What I and others are saying is that you can't be "intellectually curious" and dismiss large areas of conversation at the same time. It doesn't matter that it's "just a week" since it's not the experiment that we are concerned about, it's the basis of the experiment. You keep using words like "politics", "curiosity" and "thoughtful" in a manner that is biased to include only the things you define.
I'm really trying to be both clear, concise and unconfrontational, yet I feel you are casually dismissing my and others opinions.
If HN is serious about its "Political Detox Week" (which included topics like nation and ideology) stories like this can't be allowed. This is literally about on nation competing with another by the means of government support. The sources discuss how China is changing capitalism (ideology), comparing different nations (nation) and the economic policies of China (politics). The comments are just as political.
> Politics is tribal, so we're talking about something that profoundly undercuts thoughtfulness.
Politics isn't always tribal and many people on HN are capable on thoughtful arguments on politics. HN suffers from the "LKML-effect". Few people can or are interested in following the linux-kernel mailing list, so naturally it only gets attention when Torvalds is screaming at someone. It's the same with politics.
When "diversity in tech" became more popular on the Internet it would get flagged off HN repeatedly. Some stories would get through and thoughtful discussions would start, but people quickly learned (maybe without knowing it) that if you just flame the story it would hit the controversy algorithm. So people would submit more sensationalist stories so it could get more upvotes to counter the flags and flame. Now the level of discussion is set and people don't mind how they express themselves on the topic.
If instead HN would have owned the issue and moderated it heavily it would increasingly have gotten better. People would have learned that flagging or flaming wasn't a good idea and those with more reasoned arguments would formed a critical mass to self moderate comments.
Programming is often tribal, yet there aren't a lot of flame over things like Erlang on HN. Because even if not a lot of people know Erlang, we haven't alienated all the Erlang programmers. So Erlang stories are generally advanced enough to not attract bad arguments and even they would someone would presumably challenge it.
Yes, there are political stories that aren't relevant and/nor thoughtful. But those aren't the stories that could, presumably, be categorized as "fit for HN" anyway. But by just banning entire segments of political but relevant stories is letting the "unthoughtful" people win at the cost of the thoughtful ones.
It might not be relevant enough to fight for discussions about Trump in general. But are we going to avoid to talk about e.g. surveillance, like we always have, just because the president is controversial? That would, if anything, be changing HN.

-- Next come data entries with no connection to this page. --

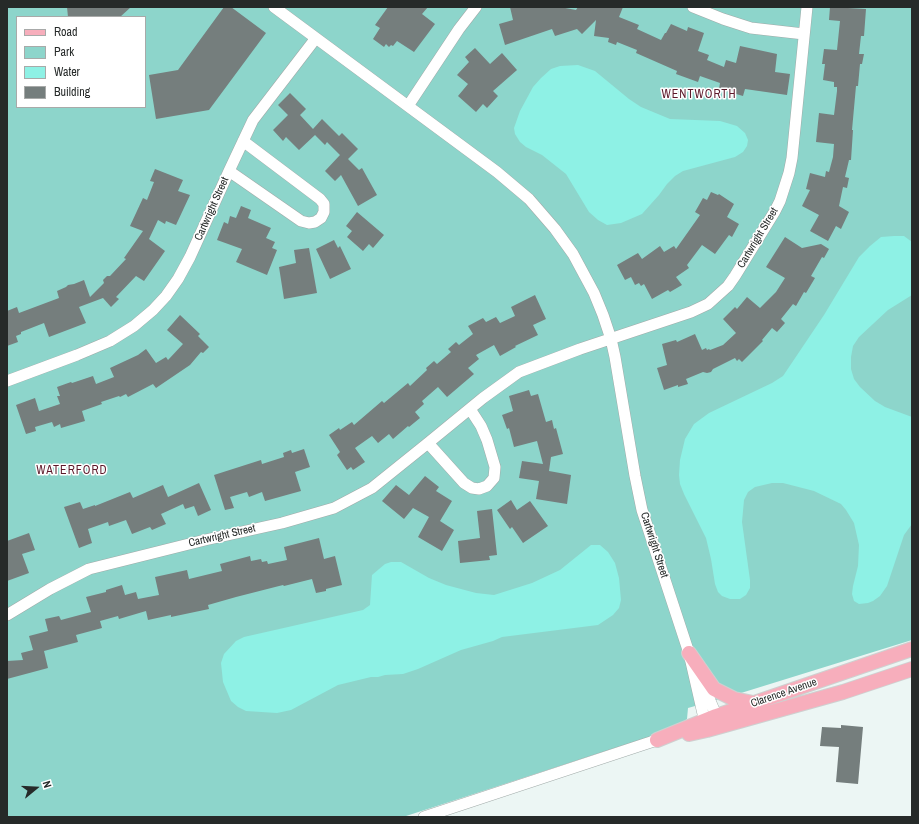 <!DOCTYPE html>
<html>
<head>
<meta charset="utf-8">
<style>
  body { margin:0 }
  #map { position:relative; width:919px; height:824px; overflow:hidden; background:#ecf6f4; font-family:"Archivo Narrow",sans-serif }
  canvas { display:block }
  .frame { position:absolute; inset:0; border:8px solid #262a29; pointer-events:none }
  .legend { position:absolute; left:16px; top:16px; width:130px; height:92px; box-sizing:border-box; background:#fff; border:1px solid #a8aaa9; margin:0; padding:5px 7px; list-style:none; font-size:12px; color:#262a29 }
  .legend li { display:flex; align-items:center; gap:8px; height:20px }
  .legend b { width:20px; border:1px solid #a8aaa9 }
  .north { position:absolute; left:16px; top:768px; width:40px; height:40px; -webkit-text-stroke:3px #fff; paint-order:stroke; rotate:72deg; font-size:11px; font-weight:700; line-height:16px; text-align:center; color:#262a29 }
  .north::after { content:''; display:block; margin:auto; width:14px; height:18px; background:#262a29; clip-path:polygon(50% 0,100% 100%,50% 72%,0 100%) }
</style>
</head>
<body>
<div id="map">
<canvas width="919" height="824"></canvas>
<div class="frame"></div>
<ul class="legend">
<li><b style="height:5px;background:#f7aebc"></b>Road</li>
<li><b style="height:11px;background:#8dd5cb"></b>Park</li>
<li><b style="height:11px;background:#8ef1e5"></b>Water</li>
<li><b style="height:11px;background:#757e7d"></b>Building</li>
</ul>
<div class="north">N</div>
</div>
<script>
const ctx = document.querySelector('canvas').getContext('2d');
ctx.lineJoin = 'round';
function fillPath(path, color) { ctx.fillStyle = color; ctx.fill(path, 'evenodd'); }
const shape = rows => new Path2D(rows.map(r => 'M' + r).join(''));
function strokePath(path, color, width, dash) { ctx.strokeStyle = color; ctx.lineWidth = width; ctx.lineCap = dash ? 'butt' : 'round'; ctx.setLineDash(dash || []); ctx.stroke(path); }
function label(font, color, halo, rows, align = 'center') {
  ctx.font = font + ' "Archivo Narrow",sans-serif'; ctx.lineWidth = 3; ctx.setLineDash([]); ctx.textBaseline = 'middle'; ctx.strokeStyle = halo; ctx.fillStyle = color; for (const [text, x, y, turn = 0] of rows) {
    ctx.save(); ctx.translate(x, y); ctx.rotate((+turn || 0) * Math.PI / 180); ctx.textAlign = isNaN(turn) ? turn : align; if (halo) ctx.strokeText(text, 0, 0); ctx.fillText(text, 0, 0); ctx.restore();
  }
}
const green = shape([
  [7,7,912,7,912,640,741,693,688,708,687,719,680,725,655,735,403,817,7,817],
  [17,17,145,17,145,107,17,107]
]);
const water = shape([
  [578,65,595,71,629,99,641,107,670,119,720,121,737,126,745,133,748,140,747,146,743,152,735,157,683,171,675,176,667,184,659,195,642,214,621,223,607,225,598,220,589,212,566,174,542,155,526,147,520,142,515,134,514,128,520,111,533,87,541,78,551,69,560,66],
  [894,236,904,236,912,242,912,295,888,310,859,337,853,346,851,357,851,369,854,379,860,387,875,401,885,407,912,417,912,524,904,535,887,586,880,596,873,601,868,603,859,604,854,601,852,594,853,586,858,566,859,545,854,523,846,510,841,504,814,491,783,483,772,483,755,487,748,492,744,500,742,522,750,580,750,588,746,595,740,599,730,599,722,596,718,592,715,584,711,559,706,538,684,494,680,484,679,475,680,460,685,439,694,424,709,413,772,383,783,376,824,315,859,257,870,246,881,237],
  [591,545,600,545,608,552,615,563,619,578,621,600,619,608,613,615,598,625,502,637,493,641,461,650,418,669,403,674,385,675,378,677,371,677,338,685,291,710,277,713,246,711,238,707,231,701,223,682,221,663,224,654,236,641,244,637,363,610,370,605,372,575,385,564,391,562,401,562,429,578,446,585,476,593,494,595,532,583,560,570]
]);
const building = shape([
  [67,7,131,7,120,17,68,17],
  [224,7,231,7,266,33,209,110,156,119,149,75,178,70],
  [388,7,428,7,422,14,435,24,414,52,397,41,393,46,391,45,389,47,386,44,384,47,373,39,380,28,375,25],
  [510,7,560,7,576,10,578,7,623,7,619,17,639,25,637,29,661,40,665,33,666,33,671,24,687,31,688,27,704,33,698,51,709,55,707,60,724,67,726,60,736,63,740,46,777,54,775,72,790,74,787,95,745,89,743,96,719,89,720,83,700,76,698,82,676,74,677,71,636,53,637,50,617,42,616,45,608,42,609,38,594,36,596,20,582,34,577,29,555,36,552,29,505,45,499,24,513,20],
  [830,7,866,9,864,36,861,36,859,54,864,54,862,64,860,64,858,86,856,86,852,130,853,130,851,160,849,160,845,177,849,178,847,188,843,187,839,206,849,212,841,229,836,226,828,241,810,231,819,215,802,206,810,190,806,189,810,173,825,177,826,171,829,172,833,157,834,144,816,142,819,113,834,115,837,91,837,87,834,87,834,82,823,80,825,64,822,64,824,49,837,50,840,21,829,20],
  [475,48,490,64,502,53,517,70,493,91,498,96,487,108,483,104,476,112,458,96,468,84,457,75,469,62,465,57],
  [290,93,306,109,300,115,313,129,322,119,339,136,342,133,358,149,348,159,359,170,362,168,377,195,358,206,341,175,335,181,325,171,340,155,327,142,325,145,315,135,299,150,286,137,283,141,273,130,288,115,278,105],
  [155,169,183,180,178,191,190,195,176,225,166,221,165,224,158,220,149,239,165,251,144,281,136,276,116,297,119,299,111,307,103,298,79,307,86,323,49,337,44,323,21,332,21,334,16,336,18,342,7,346,7,311,17,307,19,313,59,298,57,291,66,287,68,285,74,284,84,280,90,297,104,283,103,280,107,276,110,276,126,259,124,258,143,231,130,226,143,198,147,200,154,182,150,181],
  [711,192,718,195,719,194,734,204,727,217,739,224,732,237,729,235,715,254,702,245,687,265,689,268,676,277,682,285,670,292,668,290,652,299,644,284,641,286,639,283,635,285,631,277,625,280,617,265,638,253,642,259,660,246,664,252,674,246,676,249,700,215,695,212,703,198,707,200],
  [241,206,251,210,248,218,271,228,266,238,275,242,272,248,277,250,267,275,236,262,242,249,217,240,224,222,228,224,230,216,236,218],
  [357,212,384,235,373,248,369,244,363,251,347,237,352,231,346,226],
  [785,237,802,248,821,244,829,249,824,258,822,257,811,276,815,278,806,293,804,292,796,306,793,304,781,319,785,323,777,332,772,328,762,340,763,341,742,362,739,359,737,361,735,358,713,369,711,372,707,373,703,372,686,379,688,384,678,387,678,385,664,390,657,368,667,365,662,344,676,340,677,342,695,334,702,350,706,348,707,350,709,349,710,350,723,345,736,333,723,319,735,307,737,309,747,297,760,308,776,292,785,278,766,267],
  [334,240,338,248,340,246,351,269,330,279,316,249],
  [309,248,317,293,284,299,279,267,296,263,294,250],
  [535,295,546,319,533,325,538,335,515,346,516,347,500,356,494,345,476,355,479,359,468,368,474,374,447,397,438,387,422,401,424,404,415,412,420,418,409,427,408,426,393,439,389,434,378,443,372,436,355,448,365,462,353,470,351,467,347,470,337,455,340,452,329,435,339,428,340,430,352,422,354,425,382,401,384,403,408,383,410,386,427,370,426,368,434,361,437,364,451,352,448,349,456,342,459,345,473,334,468,326,483,318,486,322,496,317,500,323,515,316,511,307],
  [180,315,200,334,198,336,209,347,203,353,201,352,190,365,156,388,153,384,128,397,126,394,120,397,119,396,101,402,102,404,82,411,85,421,61,428,60,424,54,427,52,422,35,427,36,431,26,434,16,405,35,398,39,411,60,404,57,396,60,396,57,387,71,382,72,383,93,376,96,384,114,377,110,368,138,355,146,349,156,363,166,357,168,360,183,344,167,330],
  [529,390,531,396,538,394,546,422,552,420,554,429,556,428,563,454,551,457,549,471,571,475,567,504,536,499,539,481,519,478,522,461,543,464,537,441,514,447,509,428,507,429,502,415,513,411,509,396],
  [304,449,310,467,295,472,301,491,265,501,262,492,249,497,247,492,230,497,234,508,225,510,214,475,261,460,262,464,284,457,283,453,291,450,292,453],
  [425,476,439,487,436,491,452,501,440,521,454,530,442,551,418,537,429,517,413,508,404,519,382,501,396,485,409,495],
  [199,483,211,510,198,516,194,506,185,509,183,504,161,514,166,524,152,530,150,527,132,534,126,520,109,526,108,522,88,529,92,543,79,548,64,507,80,502,83,509,95,505,95,506,130,492,133,498,163,485,168,497],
  [511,500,517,510,530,501,548,526,523,543,512,527,510,529,497,510],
  [492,509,497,555,489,556,490,560,460,563,458,541,480,538,477,511],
  [29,533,35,550,22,554,29,573,7,581,7,541],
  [319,538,324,559,335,556,342,585,326,589,326,591,316,593,312,579,284,586,283,585,236,597,208,605,209,609,171,617,171,615,148,620,146,611,119,619,118,616,100,621,102,628,76,635,78,642,44,651,48,668,7,679,7,661,23,660,21,653,33,650,29,636,48,631,45,619,59,616,61,620,91,612,86,597,106,592,106,590,122,585,125,595,136,592,138,599,159,595,155,577,187,570,189,579,222,571,220,564,250,556,251,561,261,559,262,562,267,561,268,564,287,560,284,547],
  [841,725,863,727,858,784,836,782,839,747,820,746,822,727,841,728]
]);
const minor = shape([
  [274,7,497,172,529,199,555,229,573,254,594,293,603,315,611,339,615,357,635,476,642,510,689,653,706,727],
  [693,7,723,19,751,28,804,34],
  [408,106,459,29,476,7],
  [229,171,301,221,309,223,315,222,321,218,324,212,324,204,320,199,243,141],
  [7,381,77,355,110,341,134,326,153,310,166,296,178,279,190,257,229,171,253,120,316,38],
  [428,443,464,483,472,488,479,489,487,486,494,478,495,467,487,440,481,426,470,409],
  [7,615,50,589,89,569,205,540,282,523,334,508,372,488,428,443,483,398,519,372,580,349,691,312,708,304,728,286,735,276,775,211,780,201,789,173,792,158,807,7],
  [700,677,719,722],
  [424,817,657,740]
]);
const major = shape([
  [689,653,714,689,734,699,753,703],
  [689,734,707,730,843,692,912,669],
  [657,740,716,716,912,649]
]);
const streetNames = [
  ["Cartwright Street",212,209,-66],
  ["Cartwright Street",758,238,-59],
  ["Cartwright Street",222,536,-13],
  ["Cartwright Street",654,545,72],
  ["Clarence Avenue",784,693,-19]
];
const neighbourhoodNames = [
  ["WENTWORTH",699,95],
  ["WATERFORD",72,471]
];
fillPath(green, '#8dd5cb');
fillPath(water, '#8ef1e5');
fillPath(building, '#757e7d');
strokePath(minor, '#a1aba9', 12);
strokePath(major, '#cfd0d0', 16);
strokePath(minor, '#fff', 11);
strokePath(major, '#f7aebc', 14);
label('11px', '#262a29', '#fff', streetNames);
ctx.letterSpacing = '1px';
label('12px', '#5d192a', '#fff', neighbourhoodNames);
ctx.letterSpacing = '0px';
</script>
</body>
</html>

It's not impossible to say "this is a technology site, here we discuss technology" which would make it much less arbitrary which things are politics and not. You might not want to do that, but it's certainly not impossible as an alternative. "Technology only week" is probably even an easier sell for an experiment.
The fear is mixing the x and y axis of opinions. Most people can probably see why something like party, ideology or nation can be damaging. Not talking about those things generally doesn't prevent people from having a certain opinion on another level. But then you mix that with things like race, gender and class where wanting to talk about it generally (but not always) constitute an opinion.
If I recall correctly you've previously requested feedback on were they line is between moderation and censorship. I think this is the line. At least I define censorship as when certain things cannot be expressed despite being relevant and expressed in a similar way as other argument.
Removing political discussions is in itself tricky since the definition of what is political is subjective. But removing certain kinds of political discussions is even harder to do well, if not impossible. If it's still going to be allowed to post things about housing markets, education, economics, regulation or other areas where social science arguments are relevant. You must also be able to express arguments or submit stories that uses subjects like class or gender. Otherwise you are removing certain perspectives from the discussion in favor of arguments outside those perspectives, which is censorship.
I don't think polarization is the problem, nor even that society is more polarized now than before. In many way it's the opposite. Subcultures and large dividing issues are to some extent a thing of the past. People tend to have less developed views and less experience with other peoples views. Which makes disagreements more personal.
I'm really trying to be both clear, concise and unconfrontational, yet I feel you are casually dismissing my and others opinions.